Editions de l’Hexagone. 2012. Montréal.

Luce Guilbaud m’a fait cadeau de ce beau livre, écrit avec Danielle Fournier, qui vit au Québec. Je lui ai demandé, intriguée, comment ce livre avait été conçu. Sa réponse, la voici avec l’introduction qu’elle avait l’intention d’intégrer au recueil et qu’elle a bien voulu confier à Terre à Ciel.

Écrire ensemble.
« Si nous écrivions ensemble, me dit-elle,
toi sur tes rives,
moi sur les miennes ».

D’elle est venue l’impulsion… Mais comment écrire ensemble ?
Qui parlera ? Qui écrira ? Et quoi ?
Quelque chose de non formulé se propose. Un désir d’être ensemble dans l’écriture.
Je connais ton écriture et tu connais la mienne mais ce qui est déjà imprimé ne peut ressembler à ce qui se glisse dans ce désir d’écrire et ce qui sera écrit sera pour toi mêlé à ce que tu souhaites dire.
Et si cela ne s’ajustait pas ?
Si notre désir (puisque déjà je suis d’accord avec toi pour que nous écrivions ensemble…), notre désir donc de faire surgir l’écriture du partage de nos conversations, de nos soirées autour d’une table, de nos promenades, se heurtait à l’impossibilité de partager ce qui nous différencie… cette parole sourde, encore inconnue, qui s’agite en nous et n’a pas encore de forme ?

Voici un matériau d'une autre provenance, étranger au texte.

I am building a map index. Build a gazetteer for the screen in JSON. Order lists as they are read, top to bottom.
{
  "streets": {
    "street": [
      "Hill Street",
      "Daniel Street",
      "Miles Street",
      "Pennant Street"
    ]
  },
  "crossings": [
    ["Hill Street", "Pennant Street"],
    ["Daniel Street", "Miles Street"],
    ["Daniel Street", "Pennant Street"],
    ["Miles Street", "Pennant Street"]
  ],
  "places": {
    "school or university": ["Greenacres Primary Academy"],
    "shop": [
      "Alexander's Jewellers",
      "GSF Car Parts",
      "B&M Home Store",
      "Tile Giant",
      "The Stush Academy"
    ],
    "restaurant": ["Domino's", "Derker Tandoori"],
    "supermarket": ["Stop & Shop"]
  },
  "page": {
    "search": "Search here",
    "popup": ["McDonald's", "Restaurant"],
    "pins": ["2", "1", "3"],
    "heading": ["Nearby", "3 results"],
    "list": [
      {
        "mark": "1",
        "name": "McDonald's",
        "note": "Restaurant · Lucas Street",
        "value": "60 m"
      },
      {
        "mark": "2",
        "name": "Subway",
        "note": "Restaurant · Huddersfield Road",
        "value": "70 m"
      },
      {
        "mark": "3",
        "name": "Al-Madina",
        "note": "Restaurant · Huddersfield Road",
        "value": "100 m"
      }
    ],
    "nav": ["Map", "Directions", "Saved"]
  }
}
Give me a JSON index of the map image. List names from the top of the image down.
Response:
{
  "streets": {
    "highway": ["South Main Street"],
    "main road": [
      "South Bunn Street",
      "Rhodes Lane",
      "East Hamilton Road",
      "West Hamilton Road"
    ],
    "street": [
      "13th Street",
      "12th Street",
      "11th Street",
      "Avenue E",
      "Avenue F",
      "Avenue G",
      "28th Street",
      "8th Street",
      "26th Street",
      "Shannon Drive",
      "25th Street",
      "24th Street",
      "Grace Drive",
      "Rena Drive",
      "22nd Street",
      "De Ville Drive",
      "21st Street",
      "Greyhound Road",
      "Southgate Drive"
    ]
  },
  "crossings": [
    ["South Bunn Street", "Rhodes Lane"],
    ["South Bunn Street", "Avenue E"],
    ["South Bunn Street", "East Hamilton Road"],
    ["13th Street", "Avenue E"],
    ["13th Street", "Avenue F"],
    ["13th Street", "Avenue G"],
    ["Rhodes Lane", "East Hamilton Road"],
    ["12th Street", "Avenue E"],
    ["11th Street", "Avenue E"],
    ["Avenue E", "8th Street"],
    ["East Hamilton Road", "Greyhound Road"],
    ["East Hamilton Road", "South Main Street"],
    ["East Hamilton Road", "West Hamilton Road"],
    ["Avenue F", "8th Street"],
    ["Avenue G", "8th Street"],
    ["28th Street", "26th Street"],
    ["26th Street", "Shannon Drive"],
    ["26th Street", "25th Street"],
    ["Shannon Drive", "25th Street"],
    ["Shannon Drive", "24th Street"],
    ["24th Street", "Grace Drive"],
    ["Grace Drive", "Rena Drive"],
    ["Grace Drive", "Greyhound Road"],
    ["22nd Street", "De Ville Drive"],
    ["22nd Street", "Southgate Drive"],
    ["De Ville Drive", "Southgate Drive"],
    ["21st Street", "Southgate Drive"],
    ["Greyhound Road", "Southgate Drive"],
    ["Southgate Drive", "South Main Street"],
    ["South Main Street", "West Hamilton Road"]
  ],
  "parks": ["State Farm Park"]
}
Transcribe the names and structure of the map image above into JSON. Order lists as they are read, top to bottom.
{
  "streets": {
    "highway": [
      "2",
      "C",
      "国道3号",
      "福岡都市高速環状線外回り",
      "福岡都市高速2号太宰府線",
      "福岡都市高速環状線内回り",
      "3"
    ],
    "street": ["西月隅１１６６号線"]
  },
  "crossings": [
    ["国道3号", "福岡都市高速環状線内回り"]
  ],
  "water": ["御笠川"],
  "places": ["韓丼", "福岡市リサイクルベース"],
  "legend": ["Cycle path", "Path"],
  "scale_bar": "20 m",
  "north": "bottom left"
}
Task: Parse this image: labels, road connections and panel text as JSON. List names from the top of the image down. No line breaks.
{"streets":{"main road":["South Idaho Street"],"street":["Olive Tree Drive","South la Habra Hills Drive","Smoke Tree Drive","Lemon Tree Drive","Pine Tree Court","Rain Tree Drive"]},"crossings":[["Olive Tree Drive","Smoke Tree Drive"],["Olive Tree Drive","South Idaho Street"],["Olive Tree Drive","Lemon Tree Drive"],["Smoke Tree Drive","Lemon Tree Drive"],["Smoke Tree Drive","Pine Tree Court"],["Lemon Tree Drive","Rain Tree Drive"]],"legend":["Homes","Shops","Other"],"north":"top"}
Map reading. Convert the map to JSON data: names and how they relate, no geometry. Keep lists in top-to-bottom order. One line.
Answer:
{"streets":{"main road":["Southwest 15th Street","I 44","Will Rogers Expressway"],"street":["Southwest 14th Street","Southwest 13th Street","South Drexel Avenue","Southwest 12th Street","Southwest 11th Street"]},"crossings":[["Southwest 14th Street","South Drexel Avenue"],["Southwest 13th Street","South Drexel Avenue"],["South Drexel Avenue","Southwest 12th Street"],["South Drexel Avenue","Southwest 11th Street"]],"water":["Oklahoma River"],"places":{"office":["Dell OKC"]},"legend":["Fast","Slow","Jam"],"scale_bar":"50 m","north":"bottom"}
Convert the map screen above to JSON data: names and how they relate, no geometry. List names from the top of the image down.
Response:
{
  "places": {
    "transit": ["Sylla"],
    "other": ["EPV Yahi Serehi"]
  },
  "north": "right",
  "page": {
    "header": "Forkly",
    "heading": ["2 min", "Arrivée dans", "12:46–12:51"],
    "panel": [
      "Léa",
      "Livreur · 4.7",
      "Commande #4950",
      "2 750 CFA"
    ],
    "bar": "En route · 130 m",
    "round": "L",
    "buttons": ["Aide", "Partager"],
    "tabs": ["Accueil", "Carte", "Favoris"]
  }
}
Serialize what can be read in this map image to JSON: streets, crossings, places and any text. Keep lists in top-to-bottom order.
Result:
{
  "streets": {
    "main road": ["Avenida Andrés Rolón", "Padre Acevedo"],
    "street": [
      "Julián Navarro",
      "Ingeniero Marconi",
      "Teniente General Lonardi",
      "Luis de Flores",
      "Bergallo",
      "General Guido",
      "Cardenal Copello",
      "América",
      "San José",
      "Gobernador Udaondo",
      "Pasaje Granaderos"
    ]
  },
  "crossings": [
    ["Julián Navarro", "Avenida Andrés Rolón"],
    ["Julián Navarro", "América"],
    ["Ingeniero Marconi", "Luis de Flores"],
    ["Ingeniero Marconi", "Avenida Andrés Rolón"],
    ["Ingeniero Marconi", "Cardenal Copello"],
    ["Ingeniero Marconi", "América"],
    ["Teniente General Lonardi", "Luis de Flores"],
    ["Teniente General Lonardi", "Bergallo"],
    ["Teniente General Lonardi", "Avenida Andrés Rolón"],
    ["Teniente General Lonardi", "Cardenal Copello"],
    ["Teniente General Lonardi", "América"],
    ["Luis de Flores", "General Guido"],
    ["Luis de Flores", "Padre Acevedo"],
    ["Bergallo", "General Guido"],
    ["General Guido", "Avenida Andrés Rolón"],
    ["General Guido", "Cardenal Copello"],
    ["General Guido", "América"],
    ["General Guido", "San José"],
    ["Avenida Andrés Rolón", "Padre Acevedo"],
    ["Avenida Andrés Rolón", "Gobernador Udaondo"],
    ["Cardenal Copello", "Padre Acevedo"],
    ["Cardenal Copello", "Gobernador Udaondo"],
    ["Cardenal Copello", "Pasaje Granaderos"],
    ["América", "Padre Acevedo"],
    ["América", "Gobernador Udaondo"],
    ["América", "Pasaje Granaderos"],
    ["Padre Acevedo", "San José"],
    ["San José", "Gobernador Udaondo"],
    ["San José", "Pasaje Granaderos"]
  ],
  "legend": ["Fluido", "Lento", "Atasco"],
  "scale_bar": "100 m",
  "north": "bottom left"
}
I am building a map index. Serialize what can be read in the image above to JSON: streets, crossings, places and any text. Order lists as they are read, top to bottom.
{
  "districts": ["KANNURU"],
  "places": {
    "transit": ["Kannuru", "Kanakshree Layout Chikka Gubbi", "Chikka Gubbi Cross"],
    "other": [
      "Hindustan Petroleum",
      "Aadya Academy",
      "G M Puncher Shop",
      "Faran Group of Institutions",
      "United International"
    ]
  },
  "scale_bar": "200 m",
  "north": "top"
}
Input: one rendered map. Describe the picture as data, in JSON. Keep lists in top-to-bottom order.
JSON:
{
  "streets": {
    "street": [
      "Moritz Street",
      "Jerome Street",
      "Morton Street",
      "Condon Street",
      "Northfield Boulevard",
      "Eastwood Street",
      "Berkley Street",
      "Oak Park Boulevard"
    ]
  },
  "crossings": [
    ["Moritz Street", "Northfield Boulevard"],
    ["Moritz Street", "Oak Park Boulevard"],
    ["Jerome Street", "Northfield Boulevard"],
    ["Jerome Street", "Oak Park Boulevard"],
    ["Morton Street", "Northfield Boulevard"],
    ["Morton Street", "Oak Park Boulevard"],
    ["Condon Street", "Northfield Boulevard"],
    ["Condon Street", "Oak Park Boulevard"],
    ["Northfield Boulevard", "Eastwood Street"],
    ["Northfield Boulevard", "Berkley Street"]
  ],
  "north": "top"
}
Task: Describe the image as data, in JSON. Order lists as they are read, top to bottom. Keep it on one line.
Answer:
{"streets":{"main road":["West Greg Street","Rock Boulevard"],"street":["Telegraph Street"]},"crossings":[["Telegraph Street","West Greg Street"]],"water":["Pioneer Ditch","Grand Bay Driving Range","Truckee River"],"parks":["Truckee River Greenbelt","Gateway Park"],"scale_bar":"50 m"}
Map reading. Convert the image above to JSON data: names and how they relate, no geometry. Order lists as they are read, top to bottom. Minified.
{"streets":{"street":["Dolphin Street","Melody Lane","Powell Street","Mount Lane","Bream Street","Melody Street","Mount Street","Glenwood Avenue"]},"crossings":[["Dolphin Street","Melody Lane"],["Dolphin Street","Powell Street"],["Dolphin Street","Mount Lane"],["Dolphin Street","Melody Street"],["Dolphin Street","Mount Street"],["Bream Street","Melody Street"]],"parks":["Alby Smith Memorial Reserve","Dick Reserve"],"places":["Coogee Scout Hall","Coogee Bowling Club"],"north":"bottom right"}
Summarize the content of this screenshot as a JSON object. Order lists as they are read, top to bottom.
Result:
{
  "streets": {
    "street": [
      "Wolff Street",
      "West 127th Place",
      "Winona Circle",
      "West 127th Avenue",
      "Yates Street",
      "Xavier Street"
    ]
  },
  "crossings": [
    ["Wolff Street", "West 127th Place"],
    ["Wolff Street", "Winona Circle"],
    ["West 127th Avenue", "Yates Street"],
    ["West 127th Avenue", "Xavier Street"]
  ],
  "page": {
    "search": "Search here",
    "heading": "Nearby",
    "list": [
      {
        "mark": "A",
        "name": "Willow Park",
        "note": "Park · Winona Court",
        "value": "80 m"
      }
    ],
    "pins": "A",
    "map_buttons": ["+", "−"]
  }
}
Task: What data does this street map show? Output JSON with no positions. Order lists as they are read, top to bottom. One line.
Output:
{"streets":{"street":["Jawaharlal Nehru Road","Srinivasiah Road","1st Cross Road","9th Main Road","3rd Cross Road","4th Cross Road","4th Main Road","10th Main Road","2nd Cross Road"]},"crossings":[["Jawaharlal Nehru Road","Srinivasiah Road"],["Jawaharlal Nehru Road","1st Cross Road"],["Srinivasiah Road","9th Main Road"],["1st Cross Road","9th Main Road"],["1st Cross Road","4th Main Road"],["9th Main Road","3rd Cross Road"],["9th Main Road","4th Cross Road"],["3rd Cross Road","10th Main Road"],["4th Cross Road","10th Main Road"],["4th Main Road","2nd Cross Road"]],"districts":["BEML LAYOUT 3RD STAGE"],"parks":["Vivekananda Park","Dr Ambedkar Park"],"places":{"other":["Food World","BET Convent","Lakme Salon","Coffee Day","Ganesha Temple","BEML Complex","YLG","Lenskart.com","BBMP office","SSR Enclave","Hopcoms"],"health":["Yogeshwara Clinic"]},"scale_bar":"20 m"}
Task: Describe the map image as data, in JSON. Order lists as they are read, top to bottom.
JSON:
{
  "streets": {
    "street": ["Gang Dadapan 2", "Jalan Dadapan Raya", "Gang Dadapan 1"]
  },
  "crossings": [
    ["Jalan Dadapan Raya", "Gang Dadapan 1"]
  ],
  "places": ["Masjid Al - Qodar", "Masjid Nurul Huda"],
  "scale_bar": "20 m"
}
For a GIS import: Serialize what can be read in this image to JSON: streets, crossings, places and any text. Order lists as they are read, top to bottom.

C’est cela justement que nous voulons vérifier. Non pas écrire en posant les mots les uns à côté des autres, en laissant surgir les phrases, les formes, les idées mais écrire l’une d’un côté de l’Atlantique et l’autre sur la rive opposée. Ce qui pousse en nous déjà de nos appartenances à des lieux et des espaces différents et pourtant si proches.
Pour moi ce sera sur ce lien entre les autres du passé (de la famille) qui ont quitté notre terre commune et se sont transplantés au Québec. Comme on divise une touffe d’iris qui aurait repris vigueur là-bas… La même et autre aussi…
Iris fleur, Iris déesse dans la représentation qu’en fait Rodin. Ce bronze d’une femme sans tête avec des cuisses largement ouvertes comme pour un enfantement mais aussi comme dans un large bond d’une course éperdue par-delà les mers, pour aller toujours ailleurs, toujours plus loin replanter ses racines.
Iris messagère des Dieux
Iris passagère des lieux…

Quelques extraits

Un temps couleur feuille.

Séparée de sa langue sur des rives éloignées de la mer, elle déchire les lettres et les laisse partir, détournées de leur initiale. N’a pas peur puisque seul écrire importe dit-elle à voix haute, en regardant les dunes protégées.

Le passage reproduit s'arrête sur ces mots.